Queer Places:
Cemiterio dos Ingleses Gamboa Rio de Janeiro, Município de Rio de Janeiro, Rio de Janeiro, Brazil

Valery Pereleshin (July 20, 1913 - November 7, 1992), pseudonym of Valeriy Frantzevich Salatko-Petrische, was a Russian poet. One of the most prolific gay poets, Valery Pereleshin emigrated to China and eventually to Brazil. Pereleshin's classically formed poems express his multicultural background, he translated from Chinese and wrote poetry in Portuguese. His verse memoirs, "Poem without an Object," describe his gay love affairs, and he warns his readers, "My chronicle will not be to the tastes of uncles and aunts, for half a century we haven't gotten on, the breeders and I." Pereleshin's tour de force, Ariel (1976), contains 169 sonnets, a poetic epistolary romance with a married man in Moscow.

 Born in Irkutsk, Siberia, into the family of a civil servant, he found himself at the age of seven, with his mother and brother, in Harbin, Manchuria, one of the main centres of Russian émigré life after the Bolshevik revolution. In 1935 he received a law degree from the local Russian-language university, where he stayed on as a researcher, however, the university was closed by Manchuria's Japanese occupying authorities in 1937. In 1938, he took monastic vows and soon moved to Beijing, where he worked at the Russian church mission, at the same time pursuing studies of Chinese language and literature. In 1943, he moved to Shanghai, where at the end of World War II he renounced his monastic vows and briefly worked for the Soviet news agency, TASS. In 1950, he attempted emigrating to the US, but was deported back to China on suspicion of being a communist sympathiser.

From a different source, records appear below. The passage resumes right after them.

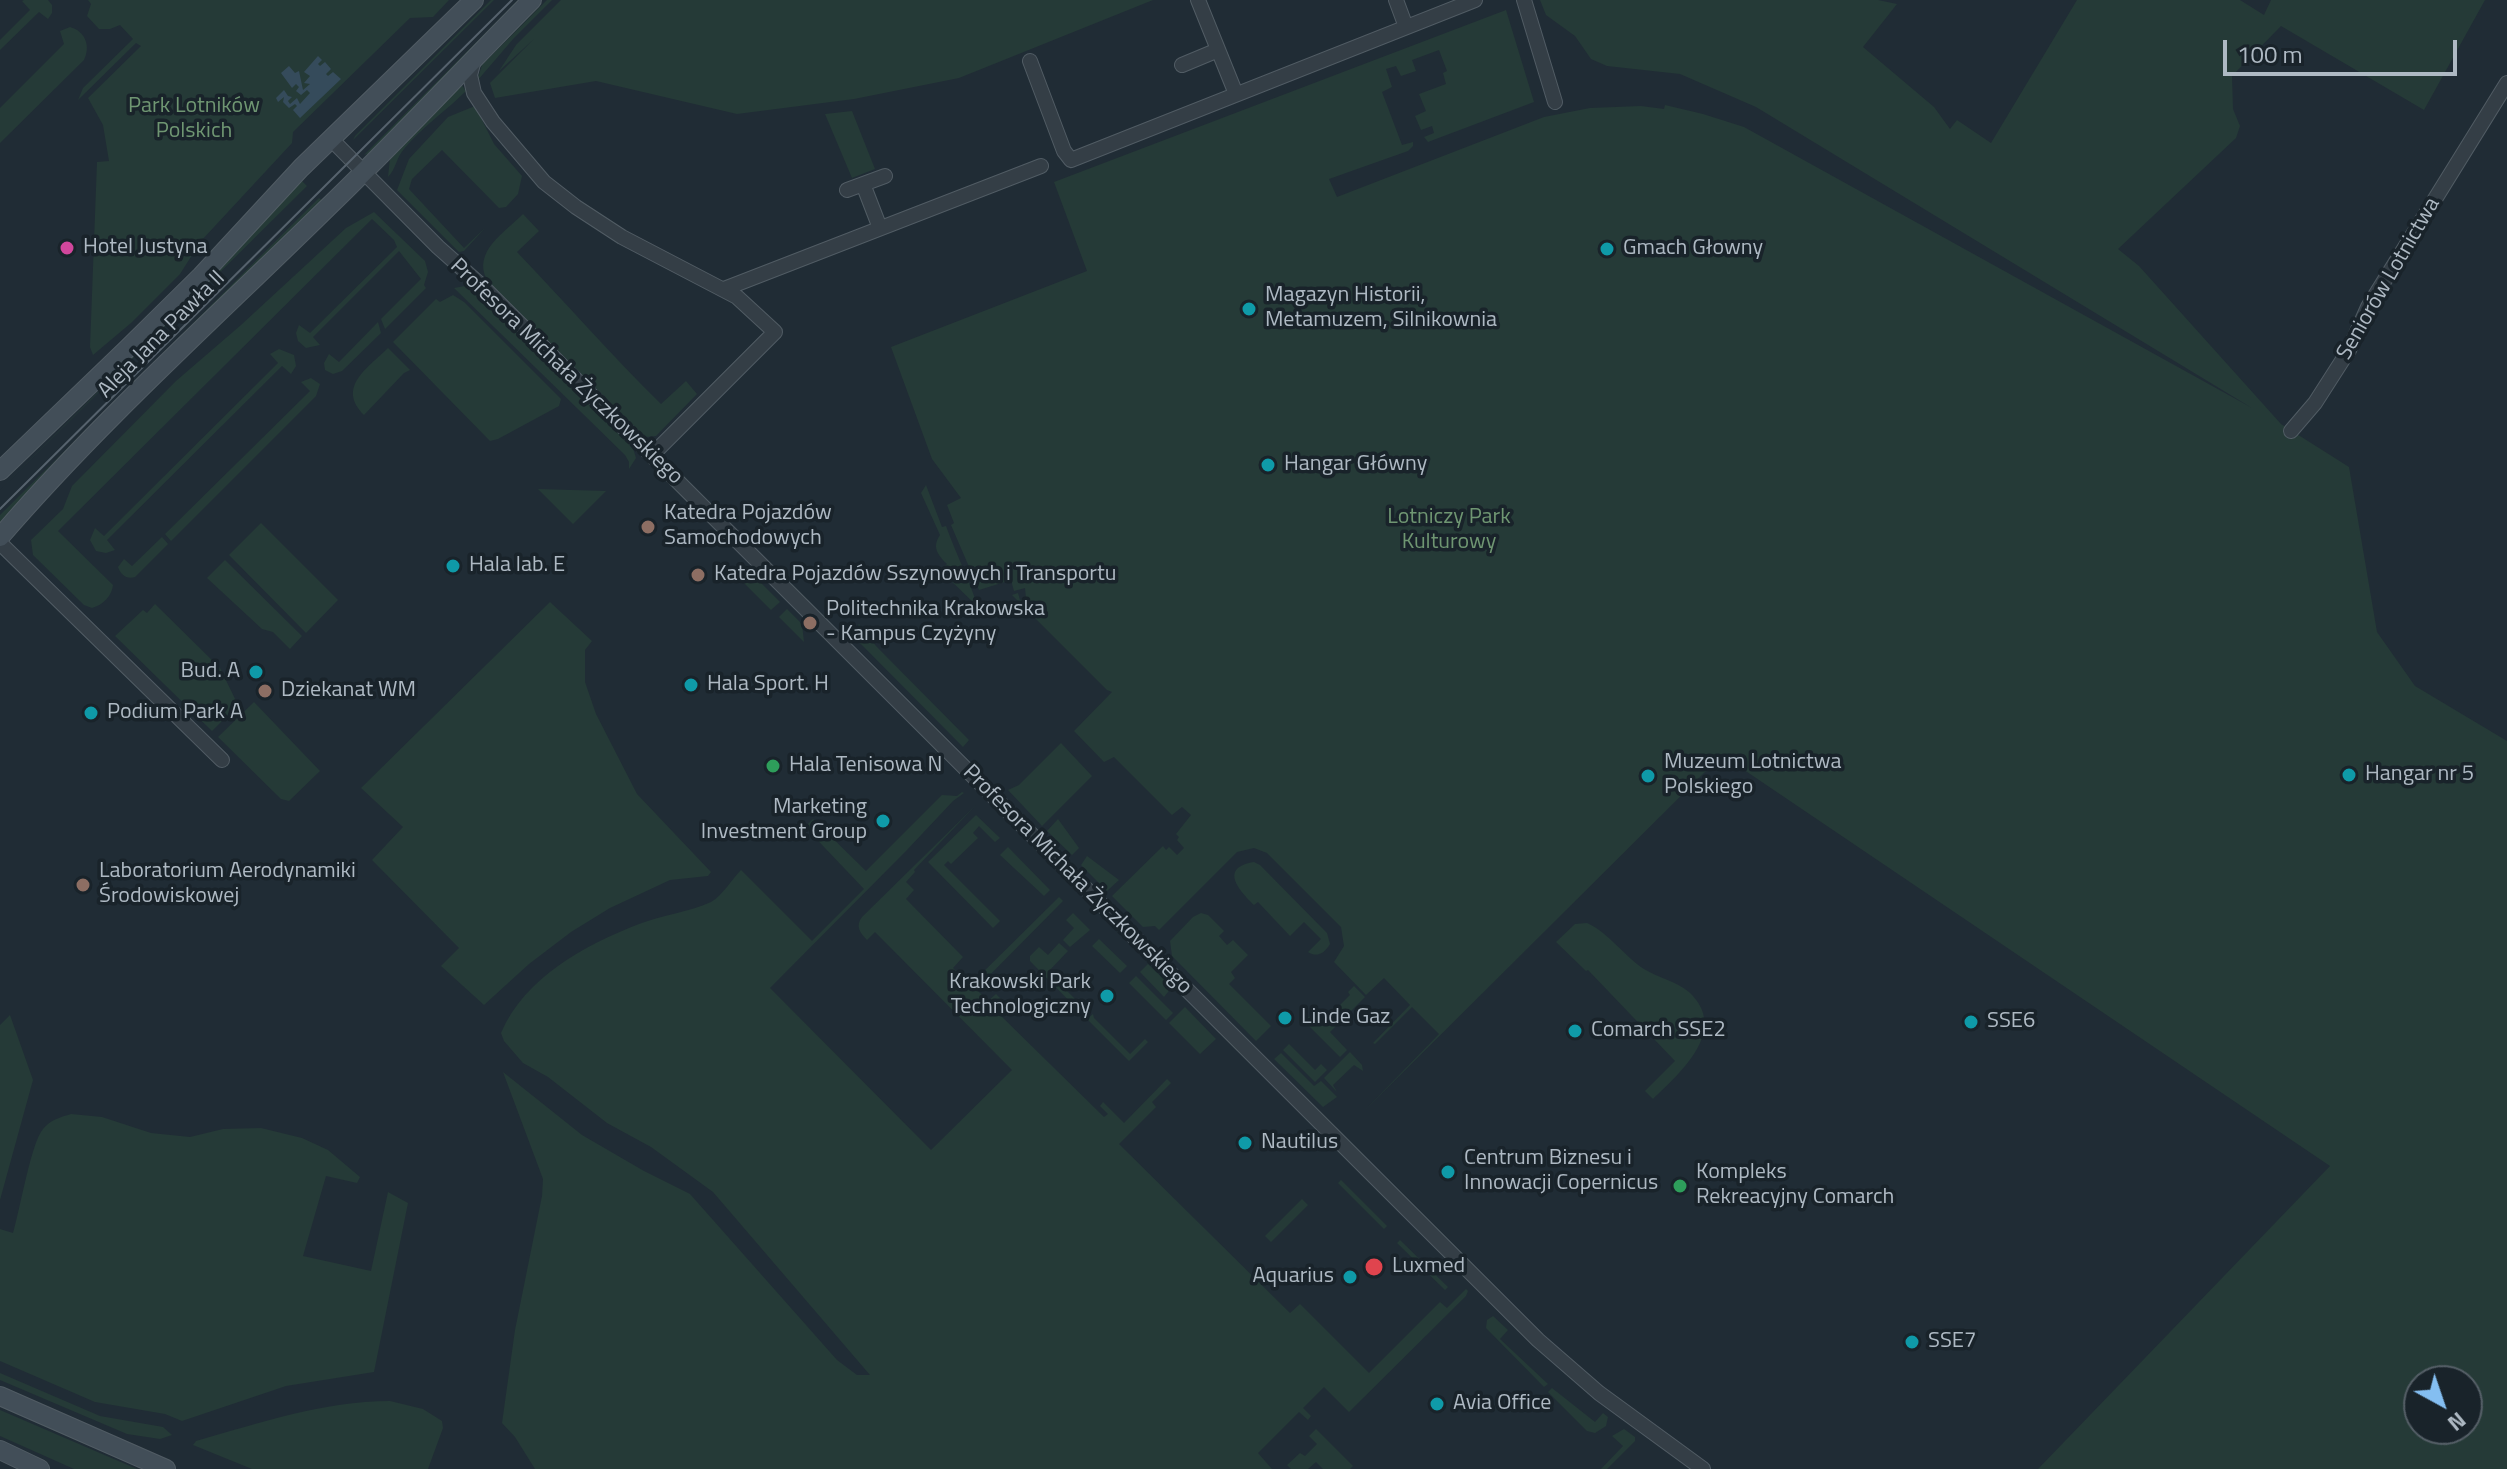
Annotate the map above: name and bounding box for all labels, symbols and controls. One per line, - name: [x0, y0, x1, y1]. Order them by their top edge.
- scale bar: [2227, 24, 2461, 74]
- text: 100 m: [2237, 36, 2303, 72]
- park label: Park Lotników Polskich: [128, 94, 260, 146]
- street label: Seniorów Lotnictwa: [2332, 193, 2446, 365]
- place label: Hotel Justyna: [83, 235, 207, 261]
- place label: Gmach Głowny: [1623, 236, 1763, 262]
- marker: Hotel Justyna: [58, 239, 76, 257]
- marker: Gmach Głowny: [1598, 240, 1616, 258]
- street label: Profesora Michała Życzkowskiego: [444, 254, 688, 490]
- street label: Aleja Jana Pawła II: [93, 266, 231, 404]
- place label: Magazyn Historii, Metamuzem, Silnikownia: [1265, 283, 1497, 334]
- marker: Magazyn Historii, Metamuzem, Silnikownia: [1240, 300, 1258, 318]
- place label: Hangar Główny: [1284, 452, 1427, 478]
- marker: Hangar Główny: [1259, 456, 1277, 474]
- place label: Katedra Pojazdów Samochodowych: [664, 501, 832, 552]
- park label: Lotniczy Park Kulturowy: [1387, 505, 1511, 556]
- marker: Katedra Pojazdów Samochodowych: [639, 518, 657, 536]
- place label: Hala lab. E: [469, 553, 565, 579]
- marker: Hala lab. E: [444, 557, 462, 575]
- place label: Katedra Pojazdów Sszynowych i Transportu: [714, 562, 1116, 588]
- marker: Katedra Pojazdów Sszynowych i Transportu: [689, 566, 707, 584]
- place label: Politechnika Krakowska - Kampus Czyżyny: [826, 597, 1045, 648]
- marker: Politechnika Krakowska - Kampus Czyżyny: [801, 614, 819, 632]
- place label: Bud. A: [180, 659, 240, 685]
- marker: Bud. A: [247, 663, 265, 681]
- place label: Hala Sport. H: [707, 672, 829, 698]
- marker: Hala Sport. H: [682, 676, 700, 694]
- place label: Dziekanat WM: [281, 678, 416, 704]
- marker: Dziekanat WM: [256, 682, 274, 700]
- place label: Podium Park A: [107, 700, 243, 726]
- marker: Podium Park A: [82, 704, 100, 722]
- place label: Muzeum Lotnictwa Polskiego: [1664, 750, 1841, 802]
- place label: Hala Tenisowa N: [789, 753, 942, 779]
- marker: Hala Tenisowa N: [764, 757, 782, 775]
- street label: Profesora Michała Życzkowskiego: [957, 760, 1197, 1000]
- place label: Hangar nr 5: [2365, 762, 2474, 788]
- marker: Hangar nr 5: [2340, 766, 2358, 784]
- marker: Muzeum Lotnictwa Polskiego: [1639, 767, 1657, 785]
- place label: Marketing Investment Group: [701, 795, 867, 846]
- marker: Marketing Investment Group: [874, 812, 892, 830]
- place label: Laboratorium Aerodynamiki Środowiskowej: [99, 859, 356, 910]
- marker: Laboratorium Aerodynamiki Środowiskowej: [74, 876, 92, 894]
- place label: Krakowski Park Technologiczny: [949, 970, 1091, 1022]
- marker: Krakowski Park Technologiczny: [1098, 987, 1116, 1005]
- place label: Linde Gaz: [1301, 1005, 1390, 1031]
- marker: Linde Gaz: [1276, 1009, 1294, 1027]
- place label: SSE6: [1987, 1009, 2035, 1035]
- marker: SSE6: [1962, 1013, 1980, 1031]
- place label: Comarch SSE2: [1591, 1018, 1726, 1044]
- marker: Comarch SSE2: [1566, 1022, 1584, 1040]
- place label: Nautilus: [1261, 1130, 1338, 1156]
- marker: Nautilus: [1236, 1134, 1254, 1152]
- place label: Centrum Biznesu i Innowacji Copernicus: [1464, 1146, 1658, 1198]
- place label: Kompleks Rekreacyjny Comarch: [1696, 1160, 1894, 1212]
- marker: Centrum Biznesu i Innowacji Copernicus: [1439, 1163, 1457, 1181]
- marker: Kompleks Rekreacyjny Comarch: [1671, 1177, 1689, 1195]
- place label: Luxmed: [1392, 1254, 1465, 1280]
- marker: Luxmed: [1363, 1256, 1385, 1278]
- place label: Aquarius: [1252, 1264, 1334, 1290]
- marker: Aquarius: [1341, 1268, 1359, 1286]
- place label: SSE7: [1928, 1329, 1976, 1355]
- marker: SSE7: [1903, 1333, 1921, 1351]
- north arrow: [2403, 1365, 2483, 1445]
- place label: Avia Office: [1453, 1391, 1551, 1417]
- marker: Avia Office: [1428, 1395, 1446, 1413]
- text: N: [2440, 1404, 2474, 1440]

In 1953, after many travails, he arrived with his mother in Rio de Janeiro, where he lived for the rest of his life. His first years there were extremely difficult and spent in poverty; his life acquired a degree of stability only in the 1960s, when he began an appointment at the local office of the British Council.

Pereleshin's first poem was published in a Harbin Russian-language newspaper in 1928; his first collection of poetry, On My Way, came out in 1937, followed by three more books of poems, in 1939, 1941 and 1944; in the 1940s, he also published several poetic translations from Chinese and English. After a prolonged silence, he then returned to writing in the late 1960s, with the publication of his fifth collection of poems, A Southern Home (1968). However, in the 1970s Pereleshin's talent developed with a truly explosive strength. Over the next two decades, he published eight collections of original poetry, a book-length Poem Without a Subject (1989), as well as memoirs on Russian literary life in China in the 1930s and 1940s and numerous translations of classical Chinese poetry into Russian, and of Russian poetry into Portuguese (most notably The Alexandrian Songs of Russia's greatest gay poet, Mikhail Kuzmin).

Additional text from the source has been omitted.